Passe-temps pour les âmes ignobles

  1. Quelques messieurs trop tranquilles

    Richard Carter est l'un de ces très nombreux Anglais venus habiter en Dordogne. Au hasard de ses achats, il est intrigué par un roman policier, et son étonnement chavire en profonde inquiétude lorsqu'il se met à le lire. A mots presque explicites, le mystérieux auteur a mis en scène des événements du passé de Carter ainsi que ceux de trois autres Anglais installés dans les parages. Qui peut bien être cet écrivain qui en sait tant sur eux ? Quels sont ses objectifs ? Cet inconnu en sait beaucoup sur eux. Beaucoup trop. Il va falloir trouver une solution. Peut-être radicale. Quitte à sortir les fusils de chasse pour faire taire cet impudent.

    Troisième roman de Louis Sanders après Février et Comme des hommes, Passe-temps pour les âmes ignobles est un remarquable roman noir. Un peu moins de deux-cents pages qui passent à la vitesse de la chevrotine. Des personnages humainement brossés, avec leurs faiblesses, leurs haines et leurs passés peu avouables. Une plume alerte, aux dialogues rares, laissant la part belle aux descriptions psychologiques. Un lacis d'anecdotes et d'histoires révolues qui reviennent à la surface du présent, avec un impact décuplé par le poids des haines et des trahisons. Des petits bourgeois en apparence si recommandables, mais en réalité alcooliques, prétentieux, désargentés, prêts à bien des crimes pour restaurer la part d'honorabilité qui pourrait encore être sauvée. Ces destins vont s'entrechoquer et se fracasser en un petit jeu de massacre qui n'épargnera personne. Les fusils de chasse parleront presque aussi fort que ces individus pour lesquels le lecteur va nourrir des sentiments changeants : d'abord la compassion, voire une certaine sympathie, puis une haine aussi létale que les cartouches qui vont jaillir de leurs armes. Les rebondissements vont s'enchaîner quant à l'identité de cet écrivain de l'ombre, jusqu'au dénouement qui éclate comme une détonation dans les toutes dernières pages. Une manipulation remarquable qui rappelle, dans une certaine mesure, celle orchestrée par Serge Brussolo dans Le nuisible.
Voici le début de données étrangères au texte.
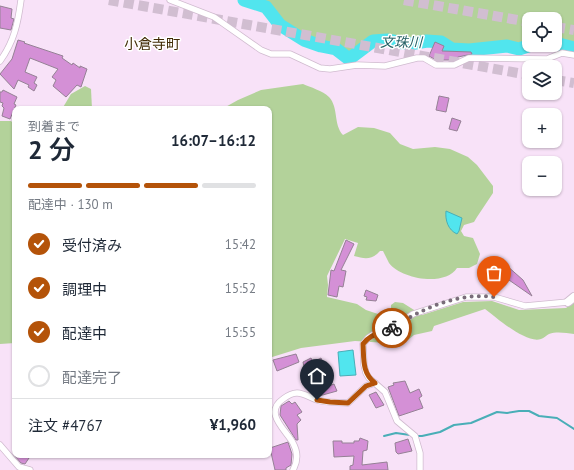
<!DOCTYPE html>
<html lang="ja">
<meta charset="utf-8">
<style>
:root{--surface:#fff;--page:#f2f2f3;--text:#1f2937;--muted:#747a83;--line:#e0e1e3;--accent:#b45309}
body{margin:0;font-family:"PT Sans","Noto Sans JP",sans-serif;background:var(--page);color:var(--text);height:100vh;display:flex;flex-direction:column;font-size:15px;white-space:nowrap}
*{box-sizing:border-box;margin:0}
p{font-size:13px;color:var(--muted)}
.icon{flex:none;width:22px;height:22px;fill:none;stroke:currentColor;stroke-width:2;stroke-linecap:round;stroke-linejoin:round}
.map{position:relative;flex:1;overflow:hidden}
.sheet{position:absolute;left:12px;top:106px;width:260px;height:352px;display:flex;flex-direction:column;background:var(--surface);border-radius:8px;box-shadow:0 1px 3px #0004}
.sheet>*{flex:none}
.controls{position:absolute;left:522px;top:12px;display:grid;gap:8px}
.controls a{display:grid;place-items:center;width:40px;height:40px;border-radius:8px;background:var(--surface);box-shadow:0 1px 3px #0004;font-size:20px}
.pin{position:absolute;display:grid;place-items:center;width:34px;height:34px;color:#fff;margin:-41px -17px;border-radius:50% 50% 50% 0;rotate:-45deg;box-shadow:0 0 4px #0007}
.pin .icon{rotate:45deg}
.courier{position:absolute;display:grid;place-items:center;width:40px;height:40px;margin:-20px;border:3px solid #b45309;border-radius:50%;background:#fff;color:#222;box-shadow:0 1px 5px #0007}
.head em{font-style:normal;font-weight:600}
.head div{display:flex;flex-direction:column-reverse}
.head{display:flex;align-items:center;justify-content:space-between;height:68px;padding:0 16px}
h1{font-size:26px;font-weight:600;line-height:30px}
.bar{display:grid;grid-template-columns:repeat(4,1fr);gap:6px 4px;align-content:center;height:48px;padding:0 16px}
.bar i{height:5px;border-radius:3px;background:var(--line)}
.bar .on{background:var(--accent)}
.bar p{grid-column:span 4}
.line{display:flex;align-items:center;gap:10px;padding:0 16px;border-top:1px solid var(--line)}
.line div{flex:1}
ol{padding:0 16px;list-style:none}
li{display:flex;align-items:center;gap:12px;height:44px}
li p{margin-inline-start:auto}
li .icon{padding:4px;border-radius:50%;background:var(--accent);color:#fff;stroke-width:4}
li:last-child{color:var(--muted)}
li i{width:22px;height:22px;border:2px solid var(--line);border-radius:50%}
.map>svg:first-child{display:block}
.green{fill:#b3d29a}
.water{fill:#51e5ee;stroke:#49aeb7}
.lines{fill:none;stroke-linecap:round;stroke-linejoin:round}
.stream{stroke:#49aeb7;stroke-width:2}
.river{stroke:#51e5ee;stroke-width:13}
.building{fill:#d490d6;stroke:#958195}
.highway-tunnel{stroke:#d1bed1;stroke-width:10;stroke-dasharray:10 5;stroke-linecap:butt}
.street-casing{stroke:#d0bbcf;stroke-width:7}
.secondary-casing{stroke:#d0bbcf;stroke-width:10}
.street{stroke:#fff;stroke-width:5.5}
.secondary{stroke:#fff;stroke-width:8}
.done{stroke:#7a6d7a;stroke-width:4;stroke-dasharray:0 7.2}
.route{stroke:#b45309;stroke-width:5}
.labels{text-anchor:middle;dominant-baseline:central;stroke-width:3;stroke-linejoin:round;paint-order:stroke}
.water-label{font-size:14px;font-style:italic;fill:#266166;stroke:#fff}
.neighbourhood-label{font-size:14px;fill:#402a04;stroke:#fff}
</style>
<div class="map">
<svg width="574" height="470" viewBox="0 0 574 470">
<rect width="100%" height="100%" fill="#f8e2f8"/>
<g class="green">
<polygon points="249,0 574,0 574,46 555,40 555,19 529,19 529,43 519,47 508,44 464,48 452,46 444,41 439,41 408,42 386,39 373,40 350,57 335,47 321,44 305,38 299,31 282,24 268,5"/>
<path d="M303 84C310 87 323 91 329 97 339 108 333 124 343 135L358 127 374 128 390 133 400 144 413 149 435 147 450 149 468 157 477 165 493 186V193L477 217 474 222 464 225 461 231 464 236 473 238 480 254 477 264 469 268H457C445 287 401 279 389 263 387 259 385 255 383 251H380C372 260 365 259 354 256L358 243 345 239 327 276 328 285 327 297 357 304 366 310 384 316 391 311V305L395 302 403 303 422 315 463 302 492 301 519 310 566 308 574 302V334C566 333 557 331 549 334 547 335 544 338 541 339 526 344 497 318 485 309L434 326 432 331 414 335 403 344 355 341 301 348 269 358V109H222L238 100 261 90Z"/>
<polygon points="85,86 91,89 92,109 62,109 71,94"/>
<polygon points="0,121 11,121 15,125 15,343 0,344"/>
</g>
<g class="water">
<path d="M446 211 462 218 459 231 457 234C448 230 445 220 446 211Z"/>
<polygon points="353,350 356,375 340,376 338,352"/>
</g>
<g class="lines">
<g class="stream">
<polyline points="384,436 396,433 410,435"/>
<polyline points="417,436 422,436 440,432 454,425 471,423 497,412 507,413 519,411 529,411 539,416 557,418 574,429"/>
</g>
<g class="river">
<polyline points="244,0 266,7 280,25 304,40 321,46 336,49 349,59 373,41 387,40 410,44 427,41 441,42 452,49 469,50 507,46 519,49 531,45"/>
<polyline points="555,43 574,48"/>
</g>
</g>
<g class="building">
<polygon points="0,6 12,9 11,18 14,19 11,30 0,28"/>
<polygon points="18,40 25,42 24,43 63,56 62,58 72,65 73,63 80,68 80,66 87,69 81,87 77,85 66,97 53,86 56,80 52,77 58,69 30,58 25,72 37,77 34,83 37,85 34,91 28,87 29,85 18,80 14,89 0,74 12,59"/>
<polygon points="435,42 444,46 442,51 471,52 472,54 458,57 454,60 436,60 429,56"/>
<polygon points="3,90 17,97 14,104 16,105 10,119 2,116 4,108 2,106 3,103 0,102 0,92 2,92"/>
<polygon points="439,96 449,98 446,112 436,110"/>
<polygon points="452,118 461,121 457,131 449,129"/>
<polygon points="346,240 354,244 341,270 346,271 343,287 339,286 337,297 328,295 331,270 334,271"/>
<polygon points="506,265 523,280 532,296 509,280 500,271"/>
<polygon points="366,290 378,295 376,301 366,300 367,297 364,296"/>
<polygon points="296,354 299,362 277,371 273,360"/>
<polygon points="311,358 313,362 321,358 326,369 314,376 314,388 308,388 303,362"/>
<polygon points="405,381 410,393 419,389 422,396 419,398 423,408 399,416 388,387 394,385 393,383"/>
<polygon points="334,384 337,391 319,396 313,394 312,390 323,387 324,388"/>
<polygon points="376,392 384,405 376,408 369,395"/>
<polygon points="289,401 292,404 295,402 302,412 297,415 301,420 297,424 298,440 296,440 280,415 281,406"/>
<polygon points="360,438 368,441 367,450 363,451 362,465 387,462 388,470 350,470 350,466 353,465 354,456 334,457 333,441 342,441 342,443 354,443 354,441 359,441"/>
<polygon points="408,439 412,451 398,454 396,452 395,443"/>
<polygon points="288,442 292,454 291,465 286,468 286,470 275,470 270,448"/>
<polygon points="14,455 31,455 25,464 21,463"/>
</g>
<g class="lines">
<g class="highway-tunnel">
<polyline points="109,0 529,75"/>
<polyline points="404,0 529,22"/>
<polyline points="555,27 574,30"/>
<polyline points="555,80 574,83"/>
</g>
<defs>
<g id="street">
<polyline points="170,0 214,17 261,50 271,54 290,54 320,68 330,69 357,65 385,66 417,58 424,58 436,65 454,65 469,58 547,59 562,53 574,55"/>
<path d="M0 61C14 42 18 23 21 0"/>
<polyline points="0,445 19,467 30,470"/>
<path d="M293 470C298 461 298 452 293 443 286 430 263 413 283 399 287 396 292 393 297 393 304 393 311 398 317 400 327 403 338 402 348 403L366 386 375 383"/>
<polyline points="420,470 420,453 415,436 397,421 385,392 369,378 366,373 364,365 363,344 368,338 375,333 390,329 413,314 466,297 494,297 525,306 568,302"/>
</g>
<polyline id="secondary" points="568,302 574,297"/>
</defs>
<use href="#street" class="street-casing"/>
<use href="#secondary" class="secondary-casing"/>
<use href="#street" class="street"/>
<use href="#secondary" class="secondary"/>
</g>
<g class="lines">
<path class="done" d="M392 328C421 309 458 292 494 297"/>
<path class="route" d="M317 400 330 402 348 403 366 386 375 383C362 373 364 359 363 344 371 333 381 334 392 328"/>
</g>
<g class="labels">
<g class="water-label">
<text transform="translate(401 42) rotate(1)">文珠川</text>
</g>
<g class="neighbourhood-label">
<text x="152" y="44">小倉寺町</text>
</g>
</g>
</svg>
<div class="controls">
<a><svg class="icon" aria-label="locate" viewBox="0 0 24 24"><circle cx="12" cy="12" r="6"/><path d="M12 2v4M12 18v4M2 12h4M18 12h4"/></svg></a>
<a><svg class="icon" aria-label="layers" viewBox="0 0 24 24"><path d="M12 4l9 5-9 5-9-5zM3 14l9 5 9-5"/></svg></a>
<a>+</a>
<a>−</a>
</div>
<div class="pin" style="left:494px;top:297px;background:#ea580c"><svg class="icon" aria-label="bag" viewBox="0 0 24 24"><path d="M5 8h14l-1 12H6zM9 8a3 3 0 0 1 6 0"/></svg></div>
<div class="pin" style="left:317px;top:400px;background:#1f2937"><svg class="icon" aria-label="home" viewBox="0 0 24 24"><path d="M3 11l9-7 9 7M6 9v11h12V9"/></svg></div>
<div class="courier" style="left:392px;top:328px"><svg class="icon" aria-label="bike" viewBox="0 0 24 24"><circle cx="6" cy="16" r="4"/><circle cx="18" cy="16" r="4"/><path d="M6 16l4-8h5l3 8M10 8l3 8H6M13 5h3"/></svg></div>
<section class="sheet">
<div class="head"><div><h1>2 分</h1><p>到着まで</p></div><em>16:07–16:12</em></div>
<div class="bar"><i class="on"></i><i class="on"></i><i class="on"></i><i></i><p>配達中 · 130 m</p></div>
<ol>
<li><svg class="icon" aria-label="check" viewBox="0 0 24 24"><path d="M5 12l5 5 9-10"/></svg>受付済み<p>15:42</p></li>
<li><svg class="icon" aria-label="check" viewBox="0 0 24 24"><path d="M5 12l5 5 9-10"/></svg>調理中<p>15:52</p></li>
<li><svg class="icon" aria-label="check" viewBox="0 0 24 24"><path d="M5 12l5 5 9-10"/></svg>配達中<p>15:55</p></li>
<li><i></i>配達完了</li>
</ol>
<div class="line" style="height:52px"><div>注文 #4767</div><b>¥1,960</b></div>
</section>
</div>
    Louis Sanders a signé un roman qui panache la retenue toute britannique des individus qu'il décrit et la violence de ces malveillances larvées qui éclatent quand le soupçon devient incandescent. Une peinture au vitriol d'une classe sociale qui s'embrase pour ses propres intérêts jusqu'à allumer plus d'incendies qu'elle ne voulait en éteindre.